Dans le cas, on expose une des multiples possibilités de contrôle et de traitement de la maladie.
En choisissant deux macrolides comme la tylvalosine et la tylosine comme antibiotiques de choix.
D'autres traitements avec la lincomycine et la tiamuline ont été également efficaces dans diverses études publiées.
Ce qui est important dans l'utilisation d'antibiotiques pour le contrôle et le traitement de la maladie c'est de déterminer le moment optimal d'application en utilisant les outils diagnostiques décrits dans le cas pour déterminer le moment de l'infection et de la maladie. Un bon outil en ce sens est la sérologie, en prenant des échantillons toutes les deux semaines depuis la semaine 8 de vie à la semaine 22. Dans des systèmes de production comme celui présenté dans le cas on peut effectuer ce contrôle avec un profil transversal
Des traitements excessivement précoces ou prolongés empêcheront le développement d'une bonne immunité active sur les porcs.

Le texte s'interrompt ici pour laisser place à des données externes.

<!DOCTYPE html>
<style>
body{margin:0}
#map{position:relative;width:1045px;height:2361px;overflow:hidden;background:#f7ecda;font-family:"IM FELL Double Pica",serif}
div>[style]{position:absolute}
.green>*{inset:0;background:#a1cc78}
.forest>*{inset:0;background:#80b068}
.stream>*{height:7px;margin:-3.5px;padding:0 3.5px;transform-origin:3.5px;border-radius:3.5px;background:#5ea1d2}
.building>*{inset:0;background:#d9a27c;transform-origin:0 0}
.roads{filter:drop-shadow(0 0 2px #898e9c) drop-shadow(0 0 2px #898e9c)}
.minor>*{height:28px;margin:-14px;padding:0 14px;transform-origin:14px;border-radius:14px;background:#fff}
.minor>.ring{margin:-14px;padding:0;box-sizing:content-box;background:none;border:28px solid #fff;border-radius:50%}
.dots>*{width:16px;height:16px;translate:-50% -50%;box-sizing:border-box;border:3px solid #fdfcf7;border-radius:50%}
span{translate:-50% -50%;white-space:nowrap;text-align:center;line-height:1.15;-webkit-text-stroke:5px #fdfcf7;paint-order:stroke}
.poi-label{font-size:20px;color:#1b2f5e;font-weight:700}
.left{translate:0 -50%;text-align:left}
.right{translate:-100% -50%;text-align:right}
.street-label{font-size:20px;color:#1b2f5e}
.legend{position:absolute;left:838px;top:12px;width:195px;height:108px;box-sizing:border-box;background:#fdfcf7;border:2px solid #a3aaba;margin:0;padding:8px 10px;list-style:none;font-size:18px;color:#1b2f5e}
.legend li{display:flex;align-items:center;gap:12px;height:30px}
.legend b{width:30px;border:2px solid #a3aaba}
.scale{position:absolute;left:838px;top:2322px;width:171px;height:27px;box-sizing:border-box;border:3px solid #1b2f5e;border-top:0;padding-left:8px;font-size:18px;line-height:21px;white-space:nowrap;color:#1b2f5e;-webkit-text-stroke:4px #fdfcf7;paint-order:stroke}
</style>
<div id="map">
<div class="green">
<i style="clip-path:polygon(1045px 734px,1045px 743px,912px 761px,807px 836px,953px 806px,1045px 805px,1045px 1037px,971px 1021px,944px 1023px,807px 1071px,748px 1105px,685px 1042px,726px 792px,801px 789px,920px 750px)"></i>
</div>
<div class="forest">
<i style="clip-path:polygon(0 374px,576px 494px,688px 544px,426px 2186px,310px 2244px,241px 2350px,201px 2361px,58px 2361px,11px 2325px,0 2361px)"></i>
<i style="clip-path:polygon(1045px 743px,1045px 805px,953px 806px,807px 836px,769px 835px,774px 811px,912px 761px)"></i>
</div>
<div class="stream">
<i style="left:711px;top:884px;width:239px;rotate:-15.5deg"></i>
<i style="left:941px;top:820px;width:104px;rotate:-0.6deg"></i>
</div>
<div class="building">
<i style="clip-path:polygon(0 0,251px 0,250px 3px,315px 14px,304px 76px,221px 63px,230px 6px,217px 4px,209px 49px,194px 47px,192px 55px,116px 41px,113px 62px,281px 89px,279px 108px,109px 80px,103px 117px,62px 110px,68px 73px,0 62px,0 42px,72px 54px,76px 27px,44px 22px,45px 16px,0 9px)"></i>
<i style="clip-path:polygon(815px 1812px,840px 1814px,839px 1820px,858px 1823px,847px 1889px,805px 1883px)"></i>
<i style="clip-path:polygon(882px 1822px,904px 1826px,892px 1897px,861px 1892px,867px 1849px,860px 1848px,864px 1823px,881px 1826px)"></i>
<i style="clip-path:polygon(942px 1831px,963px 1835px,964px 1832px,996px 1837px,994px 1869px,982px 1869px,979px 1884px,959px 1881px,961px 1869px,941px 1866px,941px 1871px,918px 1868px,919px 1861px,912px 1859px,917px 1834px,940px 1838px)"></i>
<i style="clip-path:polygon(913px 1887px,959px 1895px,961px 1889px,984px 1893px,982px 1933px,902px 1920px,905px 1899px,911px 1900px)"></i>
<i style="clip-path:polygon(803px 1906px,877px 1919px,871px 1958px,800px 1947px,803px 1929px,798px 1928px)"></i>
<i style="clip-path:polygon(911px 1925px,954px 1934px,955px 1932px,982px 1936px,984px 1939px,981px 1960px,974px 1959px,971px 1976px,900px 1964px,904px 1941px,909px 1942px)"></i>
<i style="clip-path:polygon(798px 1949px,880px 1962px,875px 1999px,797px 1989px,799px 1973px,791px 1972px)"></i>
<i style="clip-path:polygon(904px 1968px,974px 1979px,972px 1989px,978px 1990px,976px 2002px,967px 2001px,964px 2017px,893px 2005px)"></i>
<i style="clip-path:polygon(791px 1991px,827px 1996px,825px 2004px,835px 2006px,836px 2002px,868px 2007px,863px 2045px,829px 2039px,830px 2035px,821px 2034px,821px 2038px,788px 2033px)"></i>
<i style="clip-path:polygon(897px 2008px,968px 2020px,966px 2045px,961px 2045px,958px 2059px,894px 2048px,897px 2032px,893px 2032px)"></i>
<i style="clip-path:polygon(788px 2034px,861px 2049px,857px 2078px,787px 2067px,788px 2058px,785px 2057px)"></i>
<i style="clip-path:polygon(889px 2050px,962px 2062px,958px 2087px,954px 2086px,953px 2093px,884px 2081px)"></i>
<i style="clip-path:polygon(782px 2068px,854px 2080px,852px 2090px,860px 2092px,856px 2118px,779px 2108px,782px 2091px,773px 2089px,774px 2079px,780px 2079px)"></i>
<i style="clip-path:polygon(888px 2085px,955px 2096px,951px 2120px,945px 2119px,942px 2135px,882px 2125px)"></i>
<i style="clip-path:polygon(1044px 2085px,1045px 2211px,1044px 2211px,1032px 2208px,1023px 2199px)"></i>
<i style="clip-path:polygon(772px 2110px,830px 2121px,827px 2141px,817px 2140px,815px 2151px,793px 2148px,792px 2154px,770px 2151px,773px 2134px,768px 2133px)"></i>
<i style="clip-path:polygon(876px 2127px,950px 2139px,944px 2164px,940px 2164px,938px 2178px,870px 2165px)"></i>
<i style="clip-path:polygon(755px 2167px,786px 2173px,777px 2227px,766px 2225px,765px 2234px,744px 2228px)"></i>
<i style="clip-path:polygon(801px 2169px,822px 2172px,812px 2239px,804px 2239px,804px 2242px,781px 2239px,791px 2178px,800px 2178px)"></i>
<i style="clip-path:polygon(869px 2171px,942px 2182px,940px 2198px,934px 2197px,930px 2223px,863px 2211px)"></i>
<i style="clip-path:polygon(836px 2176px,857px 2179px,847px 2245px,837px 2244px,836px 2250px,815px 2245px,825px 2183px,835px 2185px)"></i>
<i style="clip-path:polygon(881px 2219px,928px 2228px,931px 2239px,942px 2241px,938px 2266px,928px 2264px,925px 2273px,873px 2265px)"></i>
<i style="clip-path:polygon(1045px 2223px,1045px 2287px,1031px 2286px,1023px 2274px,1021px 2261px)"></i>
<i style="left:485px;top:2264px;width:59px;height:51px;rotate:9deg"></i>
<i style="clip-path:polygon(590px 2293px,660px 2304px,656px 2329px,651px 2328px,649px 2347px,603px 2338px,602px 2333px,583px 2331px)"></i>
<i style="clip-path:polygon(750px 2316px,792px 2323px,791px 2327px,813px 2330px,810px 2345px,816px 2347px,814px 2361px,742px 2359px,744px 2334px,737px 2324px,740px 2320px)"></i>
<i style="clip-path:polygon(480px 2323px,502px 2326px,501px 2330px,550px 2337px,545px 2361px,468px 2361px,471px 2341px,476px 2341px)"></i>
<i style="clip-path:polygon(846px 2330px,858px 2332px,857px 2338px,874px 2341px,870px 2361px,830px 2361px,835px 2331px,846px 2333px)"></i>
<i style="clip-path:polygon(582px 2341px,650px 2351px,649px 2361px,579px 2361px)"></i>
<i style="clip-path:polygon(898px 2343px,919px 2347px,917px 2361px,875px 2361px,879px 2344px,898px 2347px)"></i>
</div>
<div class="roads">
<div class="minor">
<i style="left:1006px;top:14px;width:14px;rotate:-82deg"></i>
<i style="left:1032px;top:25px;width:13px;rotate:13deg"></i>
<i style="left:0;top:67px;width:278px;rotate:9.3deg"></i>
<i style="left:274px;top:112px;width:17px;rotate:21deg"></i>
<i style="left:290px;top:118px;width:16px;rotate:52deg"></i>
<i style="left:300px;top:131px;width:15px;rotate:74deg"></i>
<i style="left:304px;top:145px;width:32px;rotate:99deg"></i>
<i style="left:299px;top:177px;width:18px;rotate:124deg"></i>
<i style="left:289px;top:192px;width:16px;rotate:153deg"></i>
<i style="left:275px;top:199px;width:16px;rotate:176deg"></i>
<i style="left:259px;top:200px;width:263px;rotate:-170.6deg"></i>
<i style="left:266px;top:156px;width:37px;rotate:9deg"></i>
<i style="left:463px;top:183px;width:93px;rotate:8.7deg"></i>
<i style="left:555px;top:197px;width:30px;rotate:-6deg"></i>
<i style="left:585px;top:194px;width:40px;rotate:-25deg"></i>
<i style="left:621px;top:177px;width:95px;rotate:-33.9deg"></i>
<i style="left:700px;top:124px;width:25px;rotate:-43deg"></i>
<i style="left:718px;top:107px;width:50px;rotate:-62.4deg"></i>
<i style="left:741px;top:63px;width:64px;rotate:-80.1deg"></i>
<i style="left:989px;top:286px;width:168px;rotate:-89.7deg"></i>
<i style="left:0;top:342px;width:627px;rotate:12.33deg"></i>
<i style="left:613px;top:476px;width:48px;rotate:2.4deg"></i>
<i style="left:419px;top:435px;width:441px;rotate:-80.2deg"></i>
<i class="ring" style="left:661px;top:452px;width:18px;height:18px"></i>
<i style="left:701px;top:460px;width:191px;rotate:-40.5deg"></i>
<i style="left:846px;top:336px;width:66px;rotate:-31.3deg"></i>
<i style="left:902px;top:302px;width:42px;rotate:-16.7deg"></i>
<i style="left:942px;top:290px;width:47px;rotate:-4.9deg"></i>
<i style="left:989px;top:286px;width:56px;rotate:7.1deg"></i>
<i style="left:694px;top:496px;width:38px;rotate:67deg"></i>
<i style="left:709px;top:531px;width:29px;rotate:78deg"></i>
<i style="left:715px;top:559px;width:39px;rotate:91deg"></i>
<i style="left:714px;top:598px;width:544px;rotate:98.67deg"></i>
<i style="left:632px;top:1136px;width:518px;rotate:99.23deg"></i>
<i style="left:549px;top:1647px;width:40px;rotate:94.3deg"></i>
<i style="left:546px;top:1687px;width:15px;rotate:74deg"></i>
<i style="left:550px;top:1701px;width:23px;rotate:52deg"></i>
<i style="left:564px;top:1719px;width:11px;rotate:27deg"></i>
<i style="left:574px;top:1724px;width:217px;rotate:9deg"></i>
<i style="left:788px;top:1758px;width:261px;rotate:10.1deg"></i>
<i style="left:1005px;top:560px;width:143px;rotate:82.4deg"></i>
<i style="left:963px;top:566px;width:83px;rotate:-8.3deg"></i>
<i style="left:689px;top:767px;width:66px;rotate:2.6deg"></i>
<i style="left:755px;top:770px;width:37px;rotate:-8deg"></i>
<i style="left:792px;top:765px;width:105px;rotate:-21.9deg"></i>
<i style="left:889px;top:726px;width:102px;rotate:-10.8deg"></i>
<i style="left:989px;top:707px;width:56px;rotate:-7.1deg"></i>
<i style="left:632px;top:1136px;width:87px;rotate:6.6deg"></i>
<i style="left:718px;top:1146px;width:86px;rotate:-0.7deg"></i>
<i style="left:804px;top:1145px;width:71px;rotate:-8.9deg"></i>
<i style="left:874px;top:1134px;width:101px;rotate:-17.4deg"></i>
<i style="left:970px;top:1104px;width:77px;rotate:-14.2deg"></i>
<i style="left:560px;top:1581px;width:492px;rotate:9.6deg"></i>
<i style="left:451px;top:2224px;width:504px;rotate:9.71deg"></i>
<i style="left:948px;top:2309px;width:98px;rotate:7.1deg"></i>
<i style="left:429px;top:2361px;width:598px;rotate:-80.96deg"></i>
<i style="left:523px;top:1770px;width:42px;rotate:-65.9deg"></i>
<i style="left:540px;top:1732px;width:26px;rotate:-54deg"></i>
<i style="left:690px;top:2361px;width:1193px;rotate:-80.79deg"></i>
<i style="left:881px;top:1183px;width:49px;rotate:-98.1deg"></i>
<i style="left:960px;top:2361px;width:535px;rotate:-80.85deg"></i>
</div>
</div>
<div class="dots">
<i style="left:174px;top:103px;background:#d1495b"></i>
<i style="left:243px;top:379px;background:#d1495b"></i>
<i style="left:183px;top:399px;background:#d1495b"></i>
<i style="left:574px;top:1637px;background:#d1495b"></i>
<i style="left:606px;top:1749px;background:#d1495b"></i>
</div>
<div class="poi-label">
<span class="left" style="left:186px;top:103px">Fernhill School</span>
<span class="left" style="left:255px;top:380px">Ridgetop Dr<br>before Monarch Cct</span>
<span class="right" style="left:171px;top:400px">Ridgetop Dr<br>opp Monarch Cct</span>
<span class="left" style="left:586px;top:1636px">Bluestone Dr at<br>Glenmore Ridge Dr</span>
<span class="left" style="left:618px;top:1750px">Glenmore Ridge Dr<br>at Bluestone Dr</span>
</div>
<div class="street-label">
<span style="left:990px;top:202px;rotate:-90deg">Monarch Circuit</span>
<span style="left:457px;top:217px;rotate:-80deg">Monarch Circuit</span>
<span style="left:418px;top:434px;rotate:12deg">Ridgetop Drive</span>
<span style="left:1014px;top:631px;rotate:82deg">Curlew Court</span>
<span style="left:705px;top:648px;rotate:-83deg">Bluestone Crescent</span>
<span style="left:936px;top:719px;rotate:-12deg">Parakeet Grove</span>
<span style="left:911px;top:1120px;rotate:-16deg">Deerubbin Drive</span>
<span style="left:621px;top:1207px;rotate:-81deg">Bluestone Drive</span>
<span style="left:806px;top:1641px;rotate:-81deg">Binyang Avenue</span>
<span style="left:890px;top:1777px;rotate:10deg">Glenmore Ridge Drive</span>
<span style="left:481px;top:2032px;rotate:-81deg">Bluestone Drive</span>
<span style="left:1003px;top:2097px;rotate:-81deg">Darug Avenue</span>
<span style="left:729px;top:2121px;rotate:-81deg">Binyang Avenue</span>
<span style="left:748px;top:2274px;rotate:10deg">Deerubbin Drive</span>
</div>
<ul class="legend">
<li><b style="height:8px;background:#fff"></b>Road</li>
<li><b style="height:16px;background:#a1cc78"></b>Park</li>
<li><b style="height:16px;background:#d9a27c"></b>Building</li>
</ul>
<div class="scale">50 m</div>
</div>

Au contraire si le traitement se fait tard, un grand nombre de porcs développeront la maladie et le degré de lésion au niveau intestinal sera plus important.
L'utilisation de vaccins atténués par voie orale est aussi très étendue et de la même manière est efficace pour le contrôle de la maladie, comme il a été décrit dans de nombreux articles publiés. Son administration sur les porcelets donne l'immunité suffisante comme pour supporter le challenge postérieur sur le terrain par Lawsonia intracellularis.